A homenagem para o animal tem como foco principal dar visibilidade e proteção aos animais como um todo. O país tem cerca de 30 milhões de cachorros, gatos e outras espécies domésticas abandonadas
“Respeitar os animais e proteger as vidas deles é um exercício de humanidade. Sabemos o quanto é importante acolher um cachorrinho quando ele procura um lugar para deitar, alguém pra ficar perto ou simplesmente mostrar como está feliz na nossa companhia. É uma troca de amor, carinho e cuidado”, disse o governador de São Paulo, Tarcísio de Freitas, após assinar a lei que tornou o caramelo expressão cultural.
O abandono de animais constitui crime previsto em lei e pode resultar em pena de até um ano de detenção, sujeita a aumento caso sejam constatados maus-tratos ou situações que coloquem em risco a saúde do animal.

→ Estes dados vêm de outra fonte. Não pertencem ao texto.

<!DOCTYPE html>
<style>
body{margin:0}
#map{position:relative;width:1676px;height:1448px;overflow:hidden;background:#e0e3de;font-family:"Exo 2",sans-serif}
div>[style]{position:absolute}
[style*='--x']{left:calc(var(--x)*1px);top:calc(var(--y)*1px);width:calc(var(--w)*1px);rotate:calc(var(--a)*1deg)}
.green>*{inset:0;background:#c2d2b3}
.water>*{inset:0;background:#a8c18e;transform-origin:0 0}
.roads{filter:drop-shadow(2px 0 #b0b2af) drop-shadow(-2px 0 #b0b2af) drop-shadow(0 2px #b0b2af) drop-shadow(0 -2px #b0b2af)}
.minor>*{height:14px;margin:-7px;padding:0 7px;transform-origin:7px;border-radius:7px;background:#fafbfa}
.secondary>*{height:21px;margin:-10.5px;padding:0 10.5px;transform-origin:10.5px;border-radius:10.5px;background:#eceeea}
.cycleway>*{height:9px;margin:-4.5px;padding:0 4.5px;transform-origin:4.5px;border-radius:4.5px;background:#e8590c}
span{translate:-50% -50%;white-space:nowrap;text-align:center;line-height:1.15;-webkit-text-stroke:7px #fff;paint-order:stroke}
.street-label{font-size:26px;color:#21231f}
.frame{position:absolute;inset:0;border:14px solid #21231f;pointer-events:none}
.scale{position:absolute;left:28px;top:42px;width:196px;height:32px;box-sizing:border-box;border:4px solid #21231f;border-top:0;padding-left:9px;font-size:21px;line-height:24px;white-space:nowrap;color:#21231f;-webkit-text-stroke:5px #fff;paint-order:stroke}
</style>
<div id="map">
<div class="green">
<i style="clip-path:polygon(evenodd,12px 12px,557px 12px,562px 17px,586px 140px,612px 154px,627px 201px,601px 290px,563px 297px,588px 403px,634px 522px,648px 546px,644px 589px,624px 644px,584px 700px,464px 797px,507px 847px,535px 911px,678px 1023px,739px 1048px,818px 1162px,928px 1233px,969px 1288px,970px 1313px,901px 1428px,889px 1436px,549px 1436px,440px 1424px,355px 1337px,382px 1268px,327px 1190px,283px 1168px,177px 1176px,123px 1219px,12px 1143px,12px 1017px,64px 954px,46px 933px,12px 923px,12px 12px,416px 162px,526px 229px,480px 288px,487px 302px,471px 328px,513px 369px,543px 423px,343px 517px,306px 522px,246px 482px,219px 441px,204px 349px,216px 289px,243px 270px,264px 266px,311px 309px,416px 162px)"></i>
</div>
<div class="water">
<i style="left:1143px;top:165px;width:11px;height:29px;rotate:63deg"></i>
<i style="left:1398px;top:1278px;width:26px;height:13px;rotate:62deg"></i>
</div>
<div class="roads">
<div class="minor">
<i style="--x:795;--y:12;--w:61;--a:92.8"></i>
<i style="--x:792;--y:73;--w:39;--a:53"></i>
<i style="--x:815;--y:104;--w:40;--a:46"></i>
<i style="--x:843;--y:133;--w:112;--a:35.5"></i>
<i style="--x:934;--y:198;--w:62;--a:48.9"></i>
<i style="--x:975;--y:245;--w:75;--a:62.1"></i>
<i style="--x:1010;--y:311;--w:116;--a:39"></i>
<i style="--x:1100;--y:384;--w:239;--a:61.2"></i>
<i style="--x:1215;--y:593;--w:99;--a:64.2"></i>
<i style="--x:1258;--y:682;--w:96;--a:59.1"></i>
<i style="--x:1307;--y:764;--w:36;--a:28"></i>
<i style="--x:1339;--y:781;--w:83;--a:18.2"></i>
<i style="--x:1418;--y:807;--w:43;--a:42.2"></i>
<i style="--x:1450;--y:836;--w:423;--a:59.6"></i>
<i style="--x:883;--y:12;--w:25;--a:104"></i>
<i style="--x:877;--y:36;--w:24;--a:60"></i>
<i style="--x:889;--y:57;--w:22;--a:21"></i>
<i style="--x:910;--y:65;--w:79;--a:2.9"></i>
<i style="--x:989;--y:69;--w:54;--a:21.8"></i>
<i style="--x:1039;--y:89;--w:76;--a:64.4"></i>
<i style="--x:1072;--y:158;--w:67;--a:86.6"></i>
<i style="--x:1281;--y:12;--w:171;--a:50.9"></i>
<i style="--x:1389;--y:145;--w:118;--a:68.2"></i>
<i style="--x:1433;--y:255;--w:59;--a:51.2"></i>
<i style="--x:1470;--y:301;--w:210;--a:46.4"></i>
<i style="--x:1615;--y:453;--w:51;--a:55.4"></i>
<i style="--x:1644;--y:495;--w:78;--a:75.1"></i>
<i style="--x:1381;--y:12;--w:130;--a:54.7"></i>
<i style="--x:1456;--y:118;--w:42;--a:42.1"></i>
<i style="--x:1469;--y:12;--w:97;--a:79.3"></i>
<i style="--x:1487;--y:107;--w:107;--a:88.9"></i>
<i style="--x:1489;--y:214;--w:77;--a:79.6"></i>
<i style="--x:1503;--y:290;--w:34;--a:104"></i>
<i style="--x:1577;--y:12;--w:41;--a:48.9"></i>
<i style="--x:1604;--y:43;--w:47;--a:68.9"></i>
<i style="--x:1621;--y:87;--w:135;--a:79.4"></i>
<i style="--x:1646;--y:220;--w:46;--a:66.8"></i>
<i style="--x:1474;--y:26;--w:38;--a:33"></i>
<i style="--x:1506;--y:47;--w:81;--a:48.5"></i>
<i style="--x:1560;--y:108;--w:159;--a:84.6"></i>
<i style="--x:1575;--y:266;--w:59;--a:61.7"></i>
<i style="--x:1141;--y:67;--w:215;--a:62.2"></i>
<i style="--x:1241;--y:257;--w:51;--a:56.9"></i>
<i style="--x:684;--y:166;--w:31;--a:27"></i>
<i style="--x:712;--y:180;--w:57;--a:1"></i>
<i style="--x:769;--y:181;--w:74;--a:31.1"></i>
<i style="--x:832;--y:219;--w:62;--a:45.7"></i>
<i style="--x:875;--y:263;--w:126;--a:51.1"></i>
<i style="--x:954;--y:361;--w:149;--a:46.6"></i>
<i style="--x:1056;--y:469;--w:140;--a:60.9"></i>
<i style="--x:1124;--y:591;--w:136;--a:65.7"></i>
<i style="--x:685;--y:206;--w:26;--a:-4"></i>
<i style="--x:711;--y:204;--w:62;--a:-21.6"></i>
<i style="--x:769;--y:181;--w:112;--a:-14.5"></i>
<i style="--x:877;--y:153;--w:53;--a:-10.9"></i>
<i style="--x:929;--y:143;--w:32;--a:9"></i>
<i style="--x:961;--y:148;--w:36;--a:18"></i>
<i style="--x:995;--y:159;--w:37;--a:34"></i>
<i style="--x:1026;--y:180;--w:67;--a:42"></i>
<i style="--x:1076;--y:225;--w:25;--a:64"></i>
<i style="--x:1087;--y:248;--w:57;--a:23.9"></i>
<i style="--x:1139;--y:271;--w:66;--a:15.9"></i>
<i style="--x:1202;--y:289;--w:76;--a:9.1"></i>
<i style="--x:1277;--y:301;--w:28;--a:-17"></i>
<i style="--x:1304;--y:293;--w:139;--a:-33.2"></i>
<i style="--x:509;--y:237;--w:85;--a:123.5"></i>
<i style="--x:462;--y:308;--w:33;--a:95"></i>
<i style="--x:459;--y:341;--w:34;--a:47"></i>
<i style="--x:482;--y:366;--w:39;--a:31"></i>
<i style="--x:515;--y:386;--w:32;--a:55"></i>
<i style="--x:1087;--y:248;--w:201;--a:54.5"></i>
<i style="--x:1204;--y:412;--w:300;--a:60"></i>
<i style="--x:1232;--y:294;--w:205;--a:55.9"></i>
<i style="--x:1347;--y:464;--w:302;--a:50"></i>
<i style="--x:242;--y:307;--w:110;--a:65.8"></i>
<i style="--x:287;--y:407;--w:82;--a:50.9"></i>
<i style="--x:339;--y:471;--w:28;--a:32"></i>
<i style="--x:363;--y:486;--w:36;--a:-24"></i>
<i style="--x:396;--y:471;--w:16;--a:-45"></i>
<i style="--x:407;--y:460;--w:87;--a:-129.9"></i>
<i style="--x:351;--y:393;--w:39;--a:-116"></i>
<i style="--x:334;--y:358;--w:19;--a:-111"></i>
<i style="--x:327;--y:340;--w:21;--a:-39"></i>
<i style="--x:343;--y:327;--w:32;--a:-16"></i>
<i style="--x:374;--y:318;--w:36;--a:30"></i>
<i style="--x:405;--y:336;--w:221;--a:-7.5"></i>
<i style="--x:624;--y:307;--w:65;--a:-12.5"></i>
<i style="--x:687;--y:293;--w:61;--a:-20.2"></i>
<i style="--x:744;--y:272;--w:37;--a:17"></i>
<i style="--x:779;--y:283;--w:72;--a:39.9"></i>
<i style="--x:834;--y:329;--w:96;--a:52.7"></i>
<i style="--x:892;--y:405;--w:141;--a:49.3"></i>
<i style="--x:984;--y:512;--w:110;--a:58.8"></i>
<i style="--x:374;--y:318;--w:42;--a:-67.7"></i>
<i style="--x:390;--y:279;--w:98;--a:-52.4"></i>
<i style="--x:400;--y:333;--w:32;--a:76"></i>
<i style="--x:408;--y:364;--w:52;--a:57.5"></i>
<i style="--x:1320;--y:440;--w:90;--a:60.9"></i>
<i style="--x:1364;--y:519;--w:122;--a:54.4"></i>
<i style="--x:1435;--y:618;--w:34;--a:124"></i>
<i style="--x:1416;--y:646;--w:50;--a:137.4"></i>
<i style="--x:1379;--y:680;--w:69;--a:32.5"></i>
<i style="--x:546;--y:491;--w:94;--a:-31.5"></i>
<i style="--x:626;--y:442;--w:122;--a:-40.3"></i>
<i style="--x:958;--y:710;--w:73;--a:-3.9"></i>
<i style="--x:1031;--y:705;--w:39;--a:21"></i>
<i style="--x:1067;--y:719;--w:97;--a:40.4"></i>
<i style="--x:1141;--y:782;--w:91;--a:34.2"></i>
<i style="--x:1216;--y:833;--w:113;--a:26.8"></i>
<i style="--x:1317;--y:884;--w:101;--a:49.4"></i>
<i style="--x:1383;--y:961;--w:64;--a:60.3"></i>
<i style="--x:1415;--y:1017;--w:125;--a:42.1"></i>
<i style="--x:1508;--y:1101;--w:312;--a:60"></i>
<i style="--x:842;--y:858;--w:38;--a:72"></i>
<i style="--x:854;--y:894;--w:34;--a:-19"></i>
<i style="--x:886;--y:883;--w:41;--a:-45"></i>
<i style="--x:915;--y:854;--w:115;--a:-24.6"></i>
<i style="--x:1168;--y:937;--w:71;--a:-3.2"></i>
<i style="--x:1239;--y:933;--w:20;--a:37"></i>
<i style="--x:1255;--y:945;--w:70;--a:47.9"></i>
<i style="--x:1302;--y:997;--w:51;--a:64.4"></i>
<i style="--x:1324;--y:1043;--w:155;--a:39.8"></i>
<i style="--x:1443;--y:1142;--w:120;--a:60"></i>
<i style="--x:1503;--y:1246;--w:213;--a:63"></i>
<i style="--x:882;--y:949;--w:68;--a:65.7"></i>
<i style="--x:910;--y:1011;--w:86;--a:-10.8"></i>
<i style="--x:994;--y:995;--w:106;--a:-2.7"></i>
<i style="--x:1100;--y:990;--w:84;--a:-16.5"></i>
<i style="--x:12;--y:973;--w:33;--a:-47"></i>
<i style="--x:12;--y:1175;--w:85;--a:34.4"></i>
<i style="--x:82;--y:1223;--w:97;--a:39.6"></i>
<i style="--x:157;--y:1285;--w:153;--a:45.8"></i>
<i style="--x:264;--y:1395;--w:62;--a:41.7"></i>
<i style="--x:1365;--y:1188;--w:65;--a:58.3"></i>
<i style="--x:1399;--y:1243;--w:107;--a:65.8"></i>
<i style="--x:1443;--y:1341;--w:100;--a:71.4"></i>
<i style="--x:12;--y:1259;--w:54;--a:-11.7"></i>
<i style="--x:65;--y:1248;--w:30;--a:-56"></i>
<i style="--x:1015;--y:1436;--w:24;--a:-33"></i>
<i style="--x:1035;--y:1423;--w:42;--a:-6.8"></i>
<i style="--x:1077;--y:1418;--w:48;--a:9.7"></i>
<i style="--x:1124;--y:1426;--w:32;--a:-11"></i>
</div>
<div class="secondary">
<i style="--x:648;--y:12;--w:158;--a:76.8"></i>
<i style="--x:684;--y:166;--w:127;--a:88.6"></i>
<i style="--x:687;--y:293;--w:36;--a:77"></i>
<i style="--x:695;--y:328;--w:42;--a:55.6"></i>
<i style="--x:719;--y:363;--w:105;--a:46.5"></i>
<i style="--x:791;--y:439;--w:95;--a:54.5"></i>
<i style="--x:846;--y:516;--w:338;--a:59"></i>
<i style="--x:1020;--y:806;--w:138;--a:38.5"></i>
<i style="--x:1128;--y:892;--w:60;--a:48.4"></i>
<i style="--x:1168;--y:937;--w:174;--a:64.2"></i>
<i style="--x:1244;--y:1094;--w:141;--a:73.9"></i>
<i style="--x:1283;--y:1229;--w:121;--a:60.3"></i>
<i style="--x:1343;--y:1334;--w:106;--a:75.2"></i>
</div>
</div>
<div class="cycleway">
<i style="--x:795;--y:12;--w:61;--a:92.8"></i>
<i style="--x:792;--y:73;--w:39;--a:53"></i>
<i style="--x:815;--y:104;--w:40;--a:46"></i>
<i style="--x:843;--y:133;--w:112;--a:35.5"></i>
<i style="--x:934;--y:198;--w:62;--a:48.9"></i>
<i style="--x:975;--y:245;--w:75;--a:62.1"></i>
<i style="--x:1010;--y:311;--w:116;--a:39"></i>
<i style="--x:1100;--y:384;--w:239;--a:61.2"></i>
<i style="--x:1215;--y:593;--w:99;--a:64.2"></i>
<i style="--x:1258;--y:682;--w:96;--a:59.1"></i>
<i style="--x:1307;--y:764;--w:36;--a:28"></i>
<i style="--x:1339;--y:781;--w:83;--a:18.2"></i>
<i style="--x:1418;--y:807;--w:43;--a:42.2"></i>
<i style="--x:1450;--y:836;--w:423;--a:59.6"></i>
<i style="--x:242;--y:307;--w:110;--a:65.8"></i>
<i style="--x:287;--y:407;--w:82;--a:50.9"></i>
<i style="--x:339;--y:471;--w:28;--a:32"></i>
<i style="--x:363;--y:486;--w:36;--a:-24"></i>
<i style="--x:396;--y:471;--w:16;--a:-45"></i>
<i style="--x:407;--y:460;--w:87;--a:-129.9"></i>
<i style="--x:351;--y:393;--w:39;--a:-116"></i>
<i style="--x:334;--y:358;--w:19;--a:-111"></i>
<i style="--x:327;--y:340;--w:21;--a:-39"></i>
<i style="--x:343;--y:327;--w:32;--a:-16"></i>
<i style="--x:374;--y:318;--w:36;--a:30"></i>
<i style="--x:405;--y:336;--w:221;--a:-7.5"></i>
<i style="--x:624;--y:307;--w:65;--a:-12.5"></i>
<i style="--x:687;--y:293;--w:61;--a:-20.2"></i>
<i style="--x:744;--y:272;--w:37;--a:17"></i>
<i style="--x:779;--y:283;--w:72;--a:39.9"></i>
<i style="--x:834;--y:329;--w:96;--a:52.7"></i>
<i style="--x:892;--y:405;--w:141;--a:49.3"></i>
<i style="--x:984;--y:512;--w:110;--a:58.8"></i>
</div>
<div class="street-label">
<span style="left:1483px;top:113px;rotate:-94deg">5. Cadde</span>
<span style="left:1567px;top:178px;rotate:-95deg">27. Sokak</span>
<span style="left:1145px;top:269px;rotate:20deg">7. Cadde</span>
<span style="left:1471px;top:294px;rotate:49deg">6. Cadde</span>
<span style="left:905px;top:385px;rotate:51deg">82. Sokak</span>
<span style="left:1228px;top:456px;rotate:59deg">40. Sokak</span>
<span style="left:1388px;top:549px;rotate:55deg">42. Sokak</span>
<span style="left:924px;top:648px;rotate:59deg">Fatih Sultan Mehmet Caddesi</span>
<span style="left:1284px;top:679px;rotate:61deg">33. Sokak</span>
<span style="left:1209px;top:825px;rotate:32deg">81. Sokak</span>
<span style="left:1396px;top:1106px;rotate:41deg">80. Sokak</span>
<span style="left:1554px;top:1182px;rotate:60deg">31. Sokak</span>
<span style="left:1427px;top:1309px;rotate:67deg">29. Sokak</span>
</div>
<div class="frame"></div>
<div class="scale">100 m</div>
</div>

Em São Paulo, os abandonos podem ser denunciados à Delegacia Eletrônica de Proteção Animal no 0800-600-6428. Na capital paulista, os pets deixados para trás são recolhidos pela Divisão de Vigilância de Zoonoses (DVZ) e são, posteriormente, disponibilizados para adoção.
Casos recentes
Entre os episódios de violência contra animais registrados nos últimos dias está o do cachorro Orelha. Comunitário e muito querido na Praia Brava, litoral de Santa Catarina, ele foi brutalmente agredido por um grupo de adolescentes em 4 de janeiro. Apesar de ter sido socorrido e levado a uma clínica veterinária, não resistiu à gravidade dos ferimentos e precisou ser submetido à eutanásia no dia seguinte, fato que gerou comoção nacional.
As autoridades também apuram outro ataque cometido pelos mesmos adolescentes contra o cão Caramelo, que conseguiu escapar das agressões.
No Paraná, o caso mais recente envolve o cachorro Abacate, morto com um disparo de arma de fogo no bairro Tocantins, em Toledo, nessa terça-feira, 27. Segundo a polícia, o tiro atravessou o corpo do animal e atingiu os rins, evidenciando a intenção de matar. Assim como Orelha, Abacate era um cão comunitário, cuidado pelos moradores da região.